U.S. yields have pushed up in recent days and if data there continues to improve we would see the dollar supported, said Geoff Kendrick, currency strategist at Nomura.

But the risk is the Fed could be more dovish than what the market is expecting, in which case you might see the dollar pull back. In any case, I do not see the dollar rising to 80 yen.

The dollar reached as high as 78.244 yen on trading platform EBS, its highest since late November. Selling in the yen picked up after Japan logged an annual trade deficit in 2011 for the first time in over 30 years.

Traders cited robust offers from Japanese exporters up to 79 yen, while the options market showed dollar/yen risk reversals skewed towards dollar calls out to the 6-month tenor, hinting at more dollar gains. The one-month traded at levels last seen in 2003 at 0.8 for dollar calls.

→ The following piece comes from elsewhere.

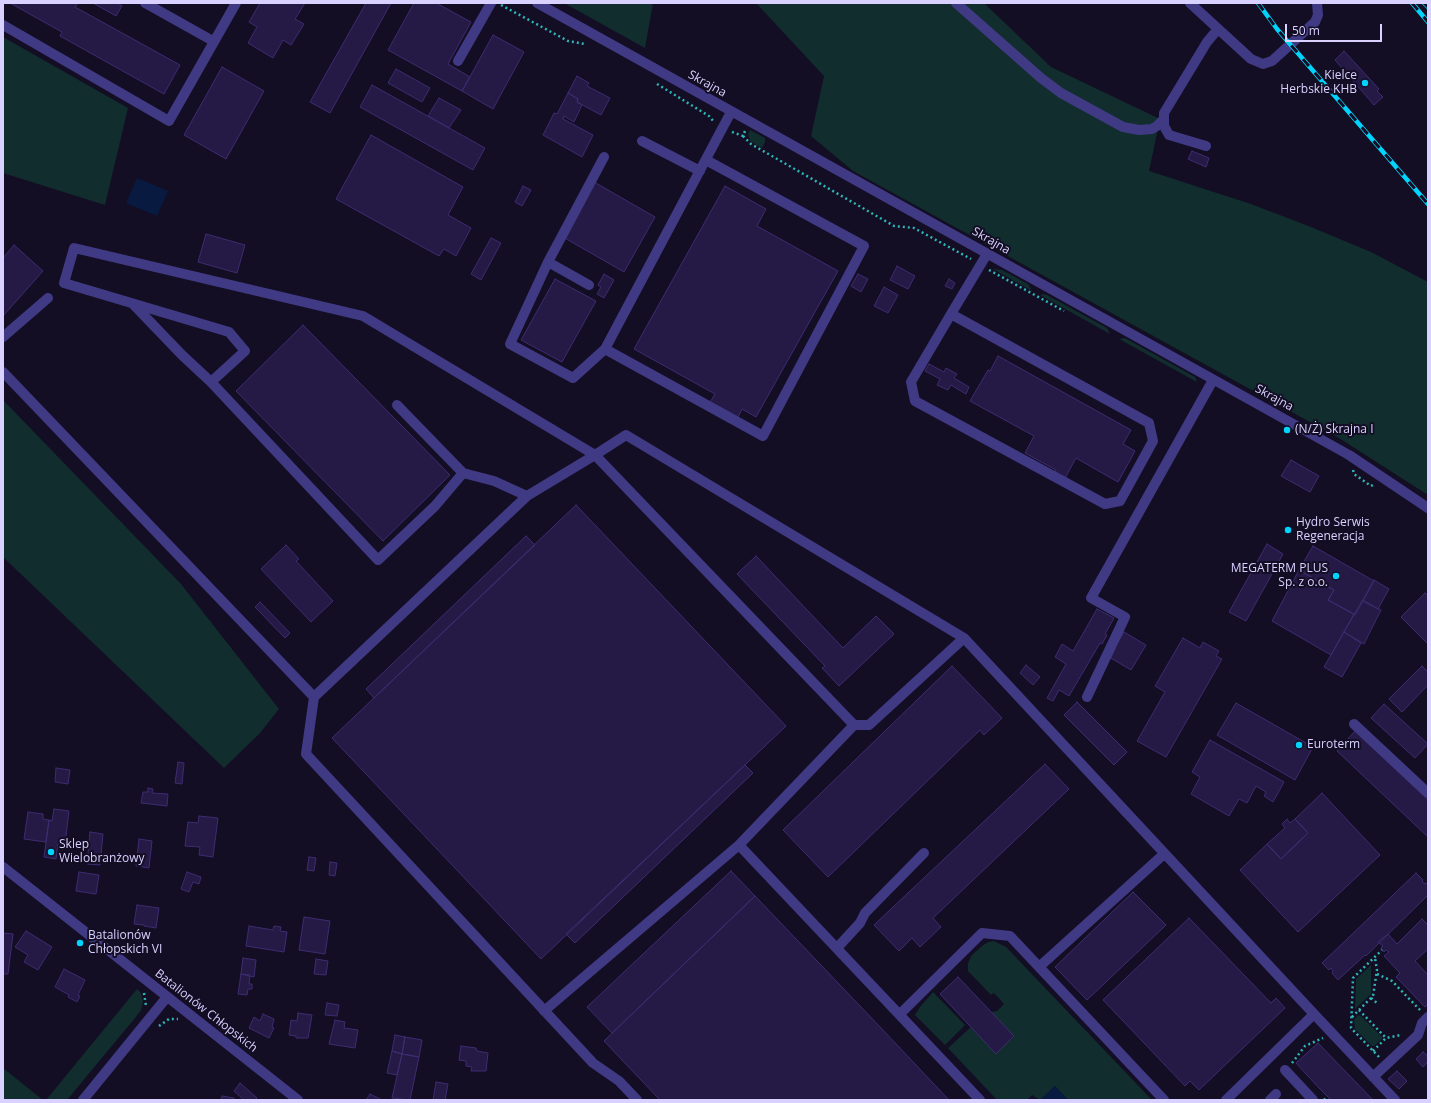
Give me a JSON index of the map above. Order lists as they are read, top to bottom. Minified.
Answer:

Lee Hardman, currency economist at Bank of Tokyo Mitsubishi UFJ was skeptical the trade deficit would have a lasting impact on the yen.

With Japan running a sizeable and more stable investment income surplus totaling close to 15 trillion yen in the twelve months to November 2011 its current account balance has remained firmly in surplus, he said. Recent yen weakness is more likely corrective than a trend reversal. The Fed's commitment to maintain low rates will help cap dollar/yen upside potential.

Chartists highlighted resistance posed by the 200-day moving average at 78.33 yen and the 61.8 percent retracement of the October-January fall at 78.31 yen.


The broad weakness in the yen lifted the euro to a four-week peak of 101.88 yen. It was last trading at 101.22 yen, flat on the day, but well above its 11-year low of 97.04 struck on January 16.

The euro gave up gains against the dollar made immediately after the German Ifo survey as growing worries that the European Central Bank would have to write down its holdings of Greek debt, crimping its ability to purchase other periphery debt, drove Italian yields higher.

Uncertainty over the Greek debt talks and disappointment that there has still been no deal is spoiling the party for the euro, said Audrey Childe-Freeman, EMEA head of currency strategy at JP Morgan Private Bank.

So despite the good IFO numbers, the euro is not able to break past $1.3080 which is a good resistance level.

The single currency was last trading down 0.5 percent for the day at $1.2956, off a session high of $1.3052. It struck a three-week peak of $1.3063 on Tuesday, with resistance $1.3075-1.3080 area - highs struck earlier this month and in late December.

The common currency has been supported against the dollar in recent sessions by a squeeze in extreme short positions. A decline in funding costs for Spain and Italy and recent data that have showed a surprising strength in manufacturing and services this month have also lent support.

Portugal also eased market jitters after its prime minister said the country was not seeking to renegotiate or extend its 78 billion euro bailout package.